2a(ii). This is the doozy. Kreiner is a fan of Lovecraft, and a lot of Lovecraftian elements permeated the game. Not a problem so far - Lovecraft stuff permeates a lot of the genre. The problem is the Dreamlands. This doesn't just permeate the game, it was actually literally lifted and transported, and beyond that, is a CRITICAL part of the plot - like, one of the two plot lines takes place primarily there. To make the book saleable, I'll have to rip this apart and rebuild it as something new. This is what I've been thinking about for a year, and so far I've only come up with a couple of viable options, and I'm very worried that they'll all seem derivative...because, well, THEY ARE. It doesn't make any sense at all to transport these events into the real world - indeed, I think doing so would more or less demolish my primary plot line - though I'll admit I've yet to sit down and really play out what moving it into the normal world would do. This leaves me with a few choices:
-an alternate dimension of some kind (some kind different than it already is, maybe a "dimensional intersect" or some such)
-an astral plane (a mirror of reality that has taken on a life of its own - basically, for Changeling folks, a variation on the Dreaming)
-a consensus reality (a plane spawned by some kind of meta-consciousness which reflects the emotions of all of the people whose brains feed into it - thus, for example, during WW2 it would be a pretty damn dark place, but during good times, it wouldn't be - this is basically a suggestion Kreiner made to me on the phone the other day).
Thus far, I've mostly been wrestling with the middle idea. I have to say, the dimensional intersect idea is one that came to me while I was writing this post...and I rather like the sound of it. It might be my favorite idea thus far, in fact. It's pretty close to what it already is, but I can make it substantially different in appearance, at least. It's been done before - but all of those options have been done before - and it fits into the overarching structure of this universe pretty well, because time travel and dimensional jumping are both inextricably part of the novel (Marie is a traveler in the Dreamlands, and John is a world jumper....why'd we have to make characters with such stupid-ass powers? I'd have been able to avoid so many problems if we'd just played a brick and an energy manipulator...)

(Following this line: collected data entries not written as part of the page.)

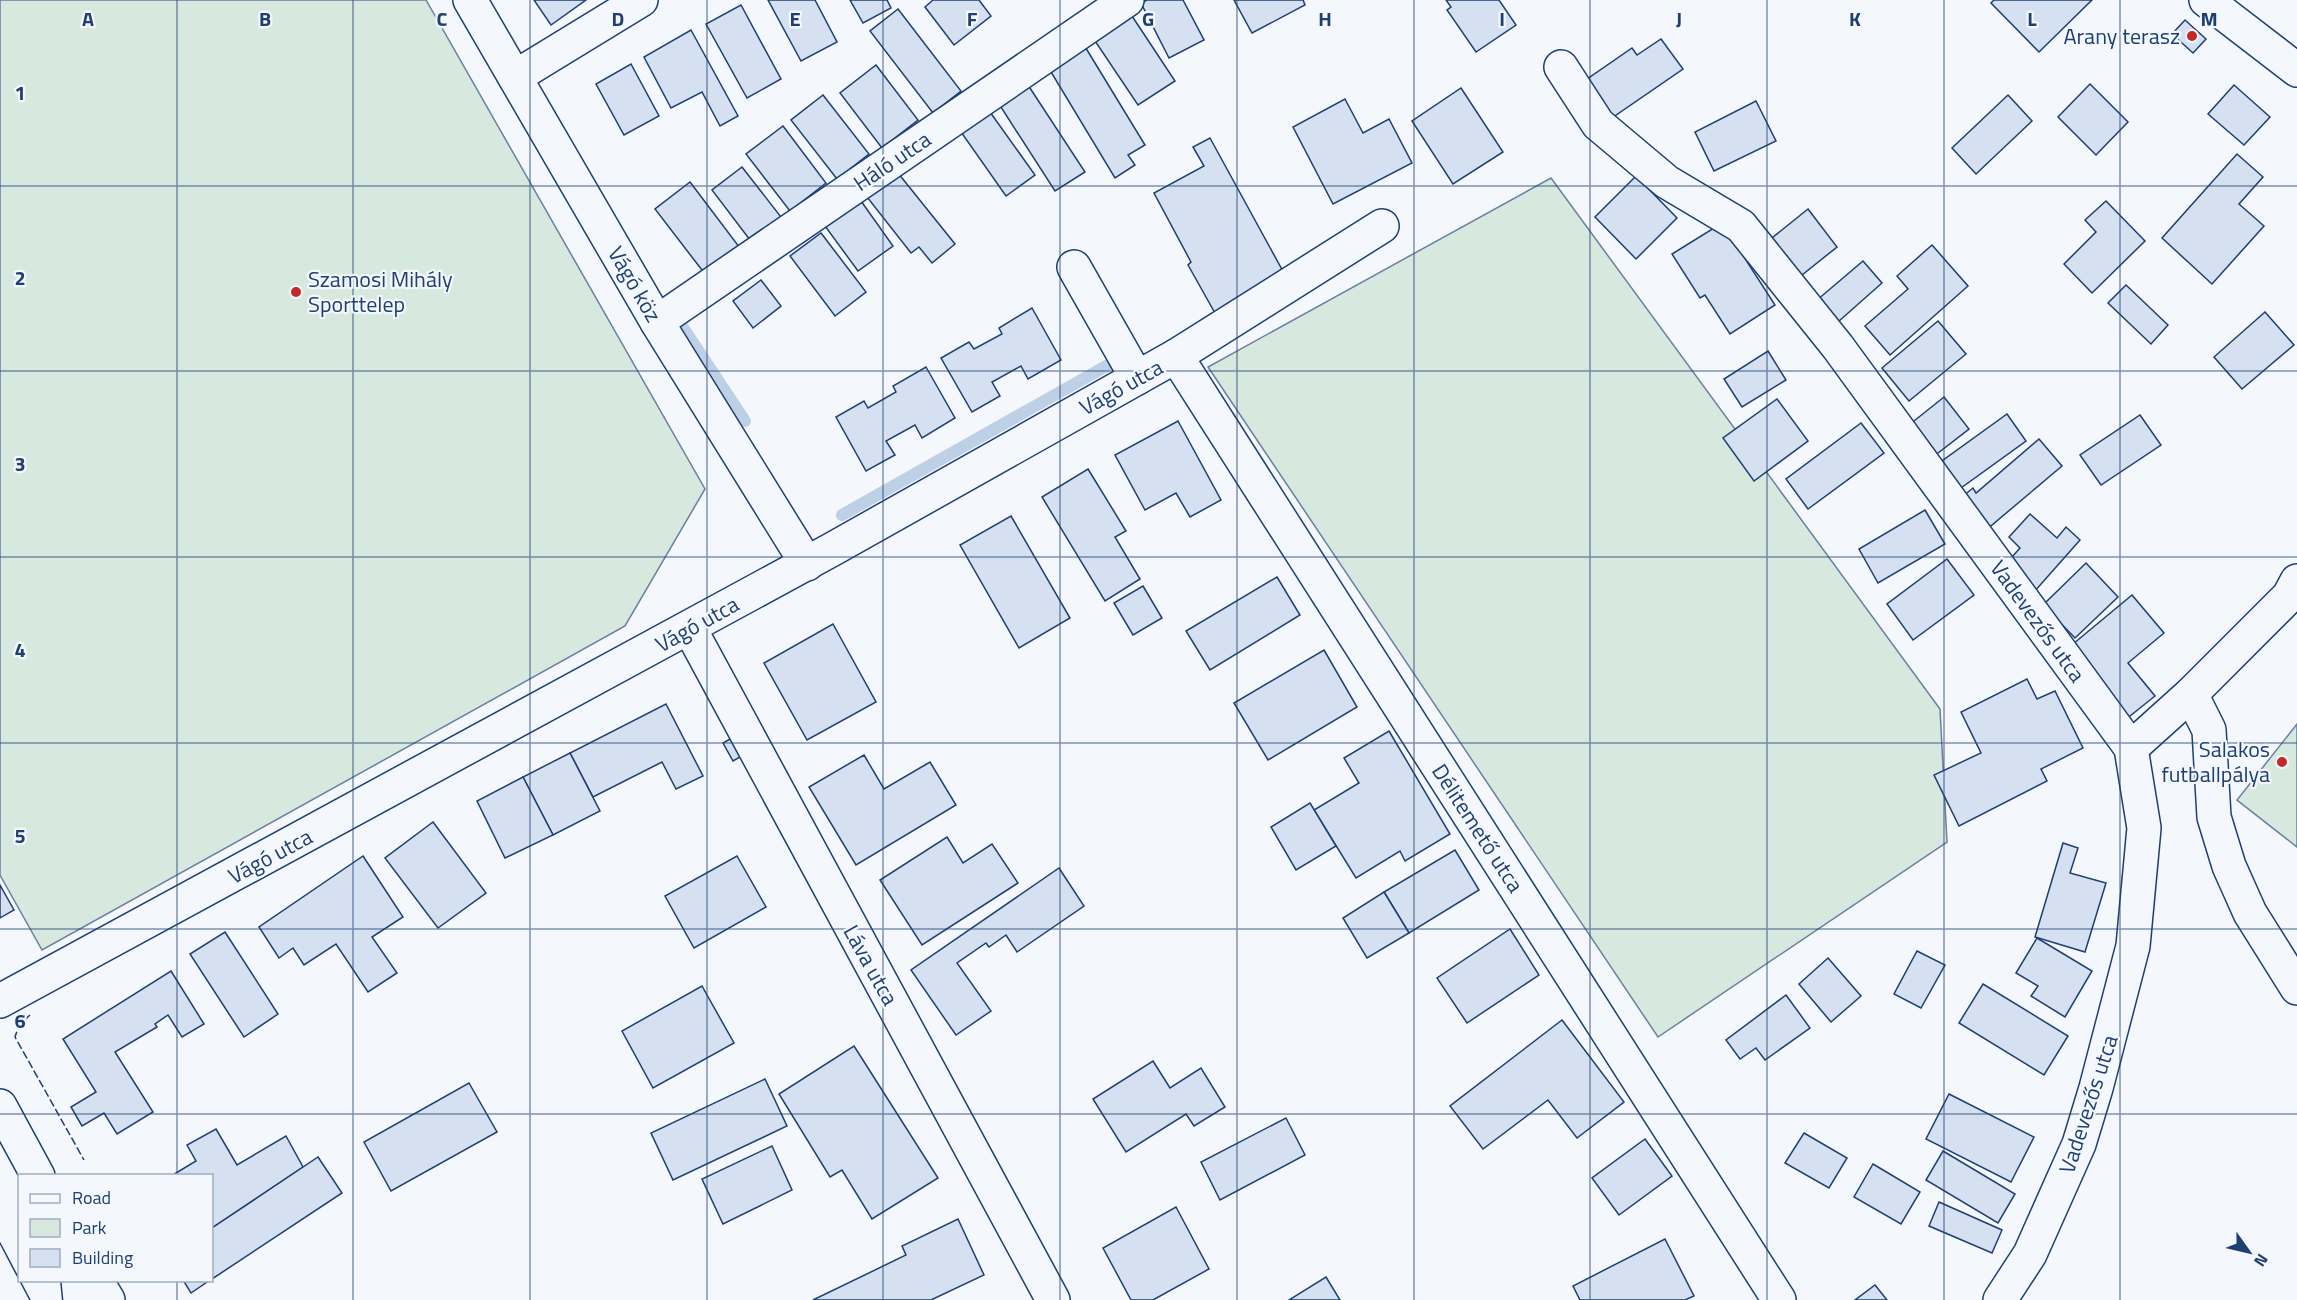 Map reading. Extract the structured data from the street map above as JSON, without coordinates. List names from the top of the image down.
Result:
{
  "streets": {
    "street": [
      "Háló utca",
      "Vágó köz",
      "Vágó utca",
      "Vadevezős utca",
      "Délitemető utca",
      "Láva utca"
    ]
  },
  "crossings": [
    ["Háló utca", "Vágó köz"],
    ["Vágó köz", "Vágó utca"],
    ["Vágó utca", "Délitemető utca"],
    ["Vágó utca", "Láva utca"]
  ],
  "places": ["Arany terasz", "Szamosi Mihály Sporttelep", "Salakos futballpálya"],
  "legend": ["Road", "Park", "Building"],
  "north": "bottom right",
  "grid": {
    "columns": [
      "A",
      "B",
      "C",
      "D",
      "E",
      "F",
      "G",
      "H",
      "I",
      "J",
      "K",
      "L",
      "M"
    ],
    "rows": [
      "1",
      "2",
      "3",
      "4",
      "5",
      "6"
    ]
  }
}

2b. I just need to sit back and reflect: which of the things in my novel are there because they happened in the game and I have fond memories of them, and which are there because they are actually, truly integral to my plot? I've already spent a LOT of time thinking about this. I outlined the novel when I first started, and refined that outline the whole time I worked on it. I omitted a ton that happened and focused on the individual sessions that related to my plot, and - given that these games happened 7 and 8 years ago, I made up pretty much every detail, I only really recalled the shape of things. (For example, in summer or fall 2001, can't recall which now, JD and I had a session where our characters were driving from Texas to New York, and we ended up just wandering off and having a roughly two hour in character conversation. This is one of the most important conversations we had in four and a half years of game play, and yet the only thing either of us specifically remembers is one sentence he said, and my reply to it. Sure, it was - from my point of view, anyway - the most important two lines of the scene, but that leaves a lot of dialog completely up in the air, with only the guiding memory that it was all mightily important somehow...). Scenes like that example aren't the problem, but there are others that I have to look at and think...is this really necessary? What does this add?

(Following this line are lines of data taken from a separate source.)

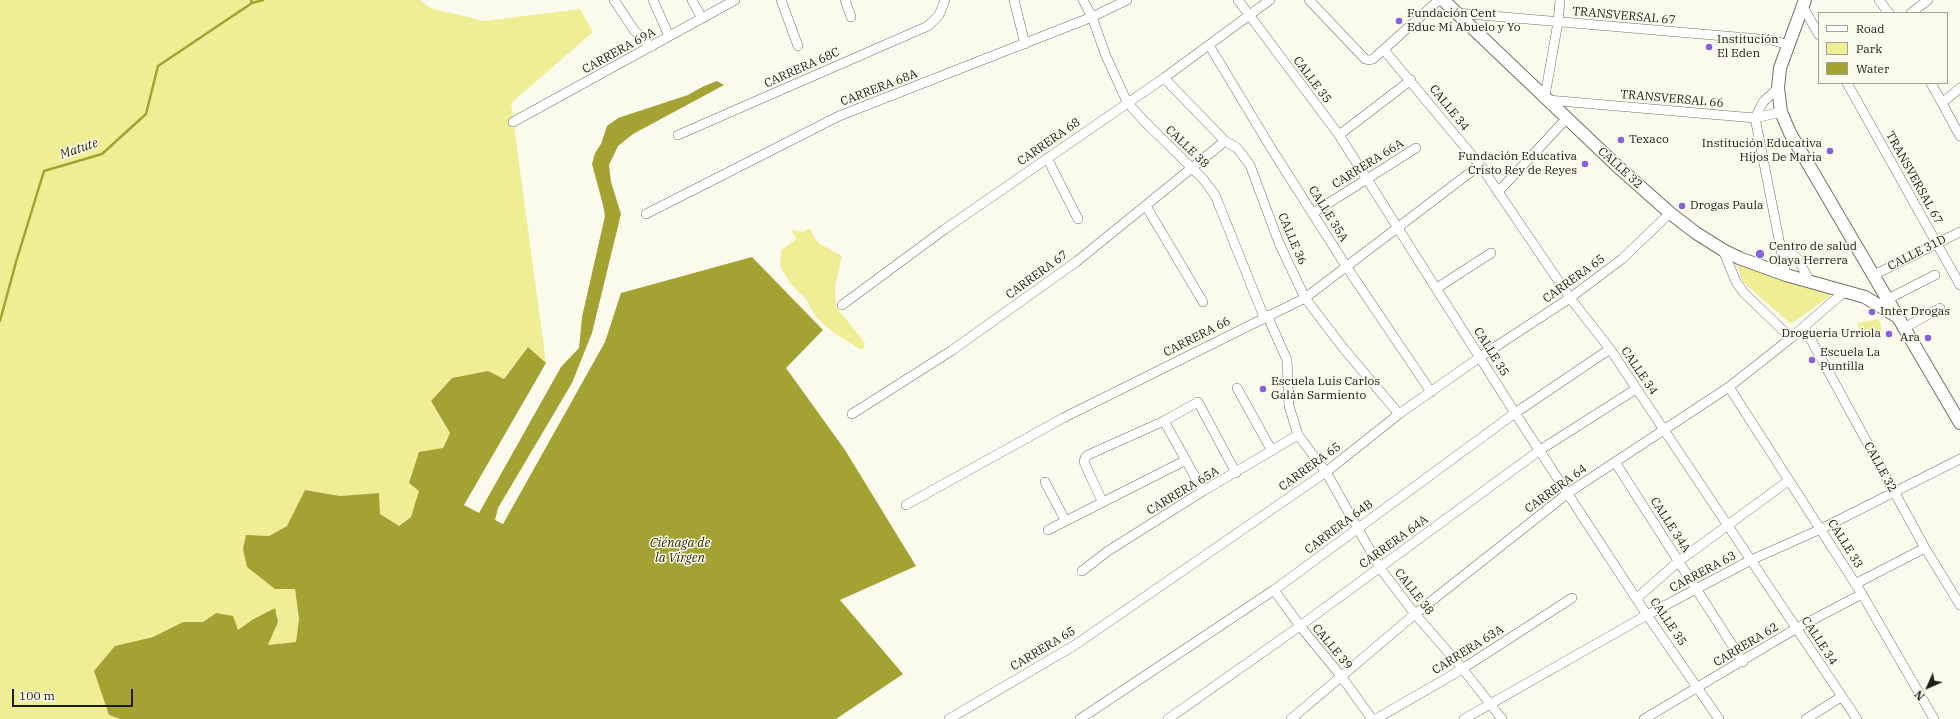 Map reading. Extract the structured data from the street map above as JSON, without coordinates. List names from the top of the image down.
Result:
{
  "streets": {
    "street": [
      "TRANSVERSAL 67",
      "CARRERA 69A",
      "CARRERA 68C",
      "CALLE 35",
      "CARRERA 68A",
      "TRANSVERSAL 66",
      "CALLE 34",
      "CARRERA 68",
      "CALLE 38",
      "CARRERA 66A",
      "CALLE 32",
      "CALLE 35A",
      "CALLE 36",
      "CALLE 31D",
      "CARRERA 67",
      "CARRERA 65",
      "CARRERA 66",
      "CARRERA 64",
      "CARRERA 65A",
      "CALLE 34A",
      "CARRERA 64B",
      "CARRERA 64A",
      "CALLE 33",
      "CARRERA 63",
      "CARRERA 62",
      "CALLE 39",
      "CARRERA 63A"
    ]
  },
  "crossings": [
    ["TRANSVERSAL 67", "CALLE 32"],
    ["TRANSVERSAL 67", "CALLE 31D"],
    ["CALLE 35", "CARRERA 68"],
    ["CALLE 35", "CARRERA 66A"],
    ["CALLE 35", "CARRERA 65"],
    ["CALLE 35", "CARRERA 66"],
    ["CALLE 35", "CARRERA 64"],
    ["CALLE 35", "CARRERA 64B"],
    ["CALLE 35", "CARRERA 64A"],
    ["CALLE 35", "CARRERA 63"],
    ["CALLE 35", "CARRERA 62"],
    ["CARRERA 68A", "CALLE 38"],
    ["TRANSVERSAL 66", "CALLE 32"],
    ["TRANSVERSAL 66", "CALLE 31D"],
    ["CALLE 34", "CARRERA 65"],
    ["CALLE 34", "CARRERA 66"],
    ["CALLE 34", "CARRERA 64"],
    ["CALLE 34", "CARRERA 64B"],
    ["CALLE 34", "CARRERA 64A"],
    ["CALLE 34", "CARRERA 63"],
    ["CALLE 34", "CARRERA 62"],
    ["CARRERA 68", "CALLE 38"],
    ["CARRERA 68", "CALLE 35A"],
    ["CARRERA 68", "CALLE 36"],
    ["CALLE 38", "CARRERA 67"],
    ["CALLE 38", "CARRERA 65"],
    ["CALLE 38", "CARRERA 66"],
    ["CALLE 38", "CARRERA 64"],
    ["CALLE 38", "CARRERA 65A"],
    ["CALLE 38", "CARRERA 64B"],
    ["CALLE 38", "CARRERA 64A"],
    ["CALLE 38", "CARRERA 63"],
    ["CALLE 38", "CARRERA 63A"],
    ["CARRERA 66A", "CALLE 35A"],
    ["CALLE 32", "CALLE 31D"],
    ["CALLE 32", "CARRERA 65"],
    ["CALLE 32", "CARRERA 64"],
    ["CALLE 32", "CARRERA 63"],
    ["CALLE 35A", "CARRERA 65"],
    ["CALLE 35A", "CARRERA 66"],
    ["CALLE 36", "CARRERA 67"],
    ["CALLE 36", "CARRERA 65"],
    ["CALLE 36", "CARRERA 66"],
    ["CARRERA 64", "CALLE 34A"],
    ["CARRERA 64", "CALLE 33"],
    ["CARRERA 64", "CALLE 39"],
    ["CALLE 34A", "CARRERA 63"],
    ["CALLE 34A", "CARRERA 62"],
    ["CARRERA 64B", "CALLE 39"],
    ["CARRERA 64A", "CALLE 39"],
    ["CALLE 33", "CARRERA 63"],
    ["CALLE 33", "CARRERA 62"]
  ],
  "water": ["Matute", "Ciénaga de la Virgen"],
  "places": [
    "Fundación Cent Educ Mi Abuelo y Yo",
    "Institución El Eden",
    "Texaco",
    "Institución Educativa Hijos De Maria",
    "Fundación Educativa Cristo Rey de Reyes",
    "Drogas Paula",
    "Centro de salud Olaya Herrera",
    "Inter Drogas",
    "Drogueria Urriola",
    "Ara",
    "Escuela La Puntilla",
    "Escuela Luis Carlos Galán Sarmiento"
  ],
  "legend": ["Road", "Park", "Water"],
  "scale_bar": "100 m",
  "north": "bottom left"
}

3. Revise it again. The second revision is when these and other overarching changes will be made, and will probably take longer and will certainly involve more work than the current revision.
4. Edit the result. If I'm adding great big swathes of scenes, all of that will need editing. I've probably put myself in to 2010 by now...

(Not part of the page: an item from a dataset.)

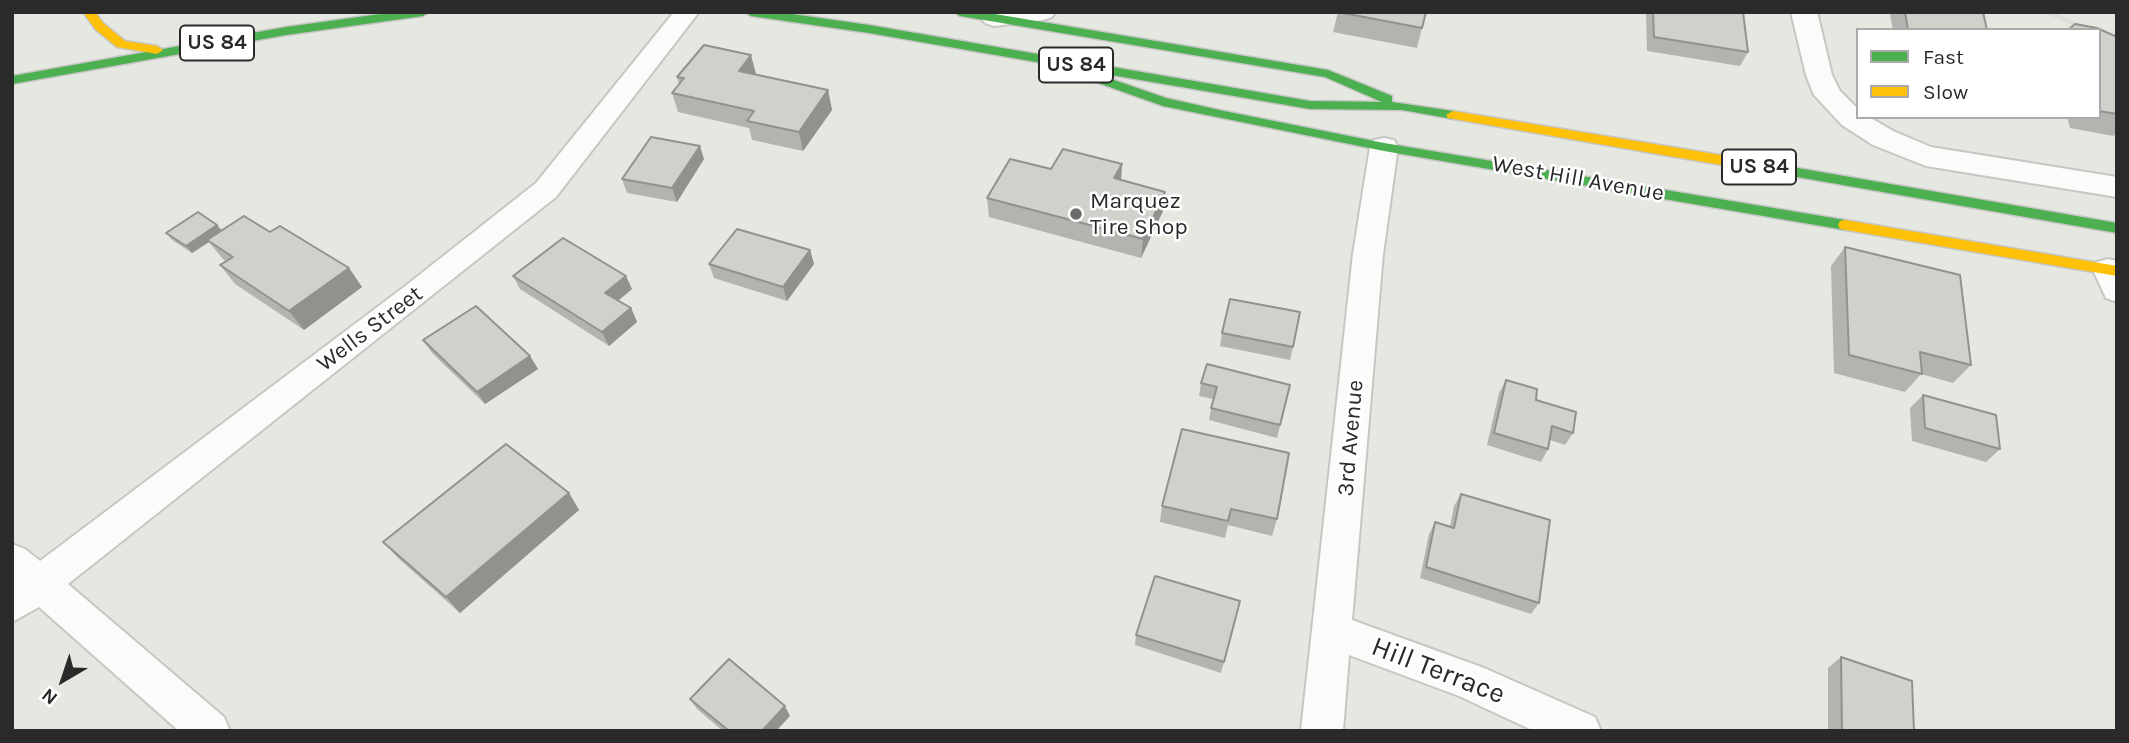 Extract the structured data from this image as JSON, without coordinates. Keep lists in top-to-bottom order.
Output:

5. ...but if that's successful, I'll hopefully have something I can shop around and actually try to get published.
That'd be...kinda wow. :)
Well, the above ended up being a long, rambling, mostly for my own benefit description of the challenges and concerns I've been wrestling with in my book. I've probably bored anyone who has bothered to read it to tears by now, but if it's any comfort, I've found the writing of it to actually be really helpful in some important ways. The key thing I've learned about revision:- keeping all of the different things that are important in the novel in my head is really, really hard, and putting some of it down in writing...helps. I'll have to keep doing this. Sorry in advance, everyone. ;)
I just realized...that I should be careful about spoilers, since I really do intend to try to publish this damn thing someday, which means some of you might actually end up reading it...so be warned, some of the mystery might go out if you read things like this post... :)
Yesterday, I started paging ahead so I could begin to think about what other big changes like that might be in the cards, and it got my brain thinking over time about larger scale alterations in the narrative as well - to the extent that I had a lot of trouble falling asleep, and when I woke up stupidly early this morning (6 AM) I it took me an hour to fall back asleep. While I do know which thing specifically prompted this problem, that's not really the problem. I'm mostly just fascinated by how this process could have even driven my brain to that point.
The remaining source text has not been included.